The findings of the project show that the goals of the cybersecurity-aware
website vulnerability scanner were met since both security and
accessibility testing features were successfully combined into one tool.
The effectiveness of the system to identify security vulnerabilities using
OWASP ZAP and Nikto was quite sound, where in the testing process, the
system invariable detected such flaws as SQL injection and cross-site
scripting.

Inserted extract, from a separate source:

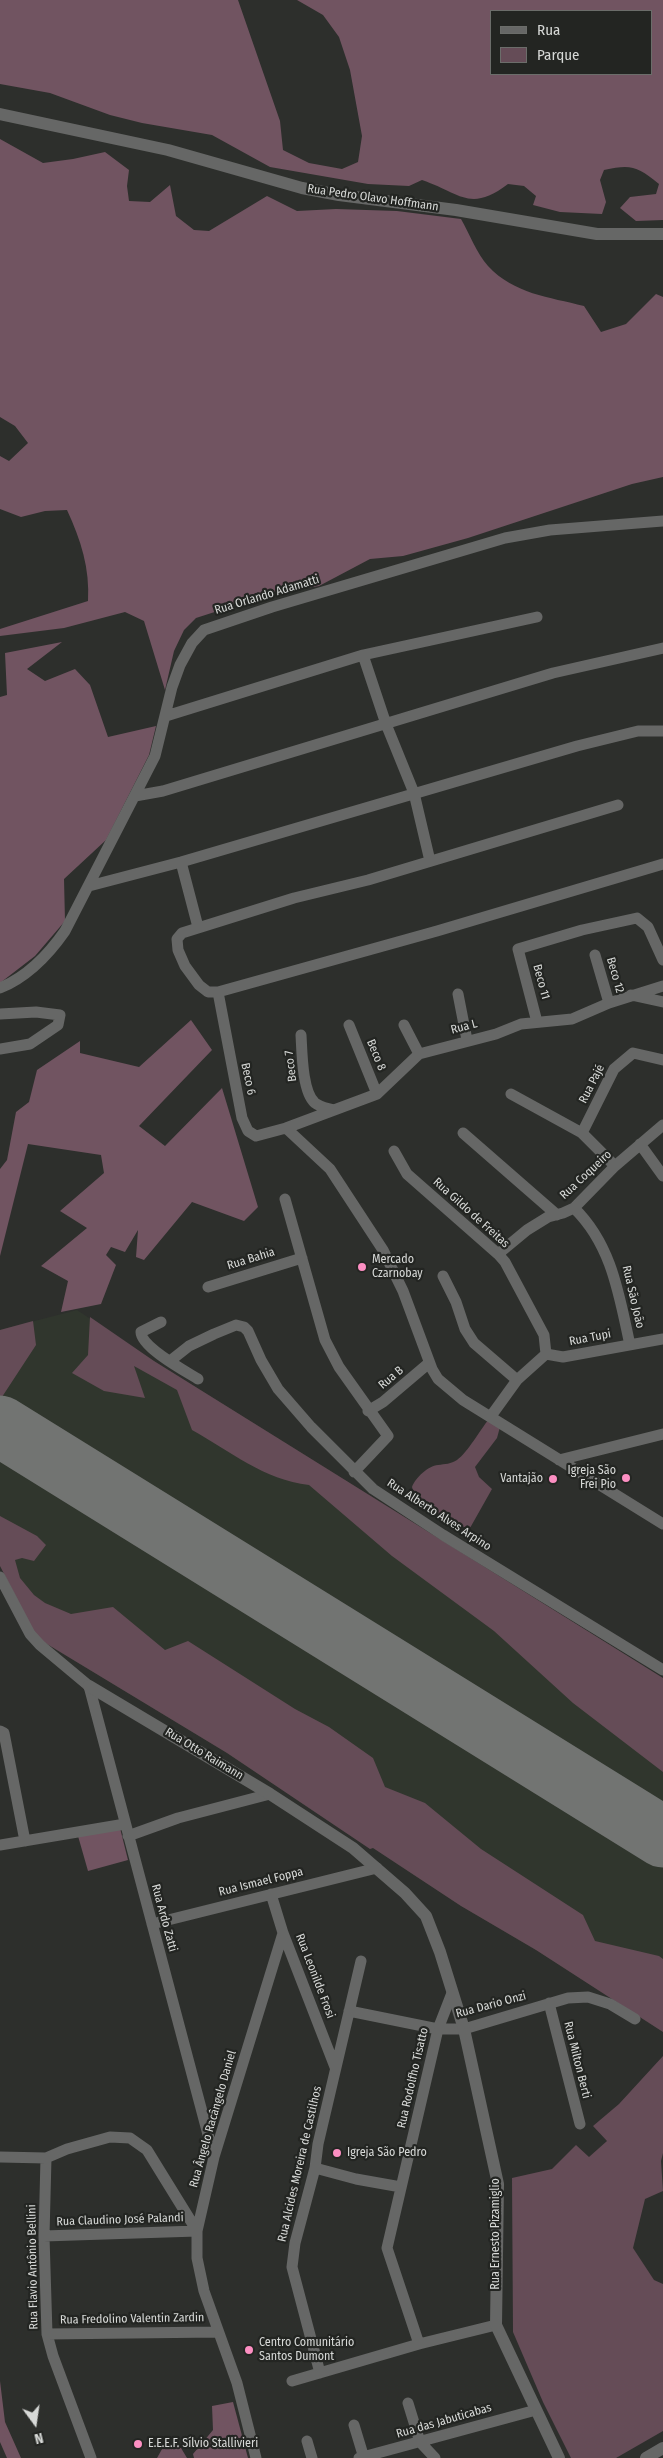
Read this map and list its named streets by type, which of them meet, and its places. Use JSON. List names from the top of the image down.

It shows that the tool is useful in increasing the security of web
applications that is vital especially in preventing cyber criminals from
accessing confidential information.

Also, Axe-core and Lighthouse for accessibility reviews made it possible

to validate the web applications to meet the WCAG standards. He stated
that besides providing solutions to security issues it also offered a
solution to making the websites disabled friendly. The accessibility tests’
outcomes showed that the tool was efficient in signalling typical
problems like improper ARIA labels’ usage and colour contrast issues.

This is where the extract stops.